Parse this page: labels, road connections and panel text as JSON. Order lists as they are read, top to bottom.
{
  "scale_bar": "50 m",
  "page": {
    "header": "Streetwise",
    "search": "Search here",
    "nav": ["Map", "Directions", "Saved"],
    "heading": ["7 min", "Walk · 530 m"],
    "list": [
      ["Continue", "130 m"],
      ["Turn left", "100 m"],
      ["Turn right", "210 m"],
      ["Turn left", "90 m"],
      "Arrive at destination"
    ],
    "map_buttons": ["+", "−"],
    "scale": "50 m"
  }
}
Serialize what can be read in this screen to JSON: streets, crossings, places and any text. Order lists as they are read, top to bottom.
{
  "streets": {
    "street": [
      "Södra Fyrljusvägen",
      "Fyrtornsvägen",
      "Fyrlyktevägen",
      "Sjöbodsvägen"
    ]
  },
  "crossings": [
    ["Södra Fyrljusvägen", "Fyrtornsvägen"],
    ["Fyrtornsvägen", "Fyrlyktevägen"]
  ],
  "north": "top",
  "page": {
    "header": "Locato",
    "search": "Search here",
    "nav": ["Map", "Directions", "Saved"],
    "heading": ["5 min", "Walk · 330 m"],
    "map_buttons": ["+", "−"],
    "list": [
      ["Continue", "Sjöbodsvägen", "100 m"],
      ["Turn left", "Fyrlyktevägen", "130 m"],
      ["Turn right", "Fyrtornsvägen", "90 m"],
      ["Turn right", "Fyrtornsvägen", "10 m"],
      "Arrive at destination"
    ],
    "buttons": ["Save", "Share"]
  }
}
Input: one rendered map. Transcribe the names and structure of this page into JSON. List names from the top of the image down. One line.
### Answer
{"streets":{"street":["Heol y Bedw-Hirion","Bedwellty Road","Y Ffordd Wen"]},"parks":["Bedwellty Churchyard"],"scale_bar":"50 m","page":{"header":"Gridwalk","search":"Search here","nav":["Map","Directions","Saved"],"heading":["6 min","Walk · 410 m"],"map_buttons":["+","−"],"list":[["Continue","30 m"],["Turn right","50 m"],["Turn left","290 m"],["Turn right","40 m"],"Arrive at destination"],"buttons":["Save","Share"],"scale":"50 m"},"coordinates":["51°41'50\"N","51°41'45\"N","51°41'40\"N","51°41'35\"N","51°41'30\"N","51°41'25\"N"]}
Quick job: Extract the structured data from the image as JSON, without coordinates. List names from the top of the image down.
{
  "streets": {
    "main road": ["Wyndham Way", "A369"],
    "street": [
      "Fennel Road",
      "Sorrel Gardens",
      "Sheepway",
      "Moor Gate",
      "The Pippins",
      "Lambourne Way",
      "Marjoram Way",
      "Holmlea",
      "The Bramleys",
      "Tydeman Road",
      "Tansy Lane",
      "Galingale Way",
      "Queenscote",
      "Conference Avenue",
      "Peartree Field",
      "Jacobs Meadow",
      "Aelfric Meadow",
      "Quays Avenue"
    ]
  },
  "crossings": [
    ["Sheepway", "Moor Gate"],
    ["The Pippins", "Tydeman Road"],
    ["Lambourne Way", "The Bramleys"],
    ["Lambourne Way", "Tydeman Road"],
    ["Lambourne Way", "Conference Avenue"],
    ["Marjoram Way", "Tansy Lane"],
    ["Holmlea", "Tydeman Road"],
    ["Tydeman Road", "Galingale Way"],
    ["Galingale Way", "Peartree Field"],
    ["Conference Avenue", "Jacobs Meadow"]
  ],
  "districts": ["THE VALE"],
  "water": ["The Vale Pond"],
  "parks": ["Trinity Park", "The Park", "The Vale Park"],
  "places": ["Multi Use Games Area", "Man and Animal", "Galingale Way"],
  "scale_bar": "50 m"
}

### What to work on
Send back exactly the lines from the line with "Quick job: Extract" through the end of the records.

### Answer space
Quick job: Extract the structured data from the image as JSON, without coordinates. List names from the top of the image down.
{
  "streets": {
    "main road": ["Wyndham Way", "A369"],
    "street": [
      "Fennel Road",
      "Sorrel Gardens",
      "Sheepway",
      "Moor Gate",
      "The Pippins",
      "Lambourne Way",
      "Marjoram Way",
      "Holmlea",
      "The Bramleys",
      "Tydeman Road",
      "Tansy Lane",
      "Galingale Way",
      "Queenscote",
      "Conference Avenue",
      "Peartree Field",
      "Jacobs Meadow",
      "Aelfric Meadow",
      "Quays Avenue"
    ]
  },
  "crossings": [
    ["Sheepway", "Moor Gate"],
    ["The Pippins", "Tydeman Road"],
    ["Lambourne Way", "The Bramleys"],
    ["Lambourne Way", "Tydeman Road"],
    ["Lambourne Way", "Conference Avenue"],
    ["Marjoram Way", "Tansy Lane"],
    ["Holmlea", "Tydeman Road"],
    ["Tydeman Road", "Galingale Way"],
    ["Galingale Way", "Peartree Field"],
    ["Conference Avenue", "Jacobs Meadow"]
  ],
  "districts": ["THE VALE"],
  "water": ["The Vale Pond"],
  "parks": ["Trinity Park", "The Park", "The Vale Park"],
  "places": ["Multi Use Games Area", "Man and Animal", "Galingale Way"],
  "scale_bar": "50 m"
}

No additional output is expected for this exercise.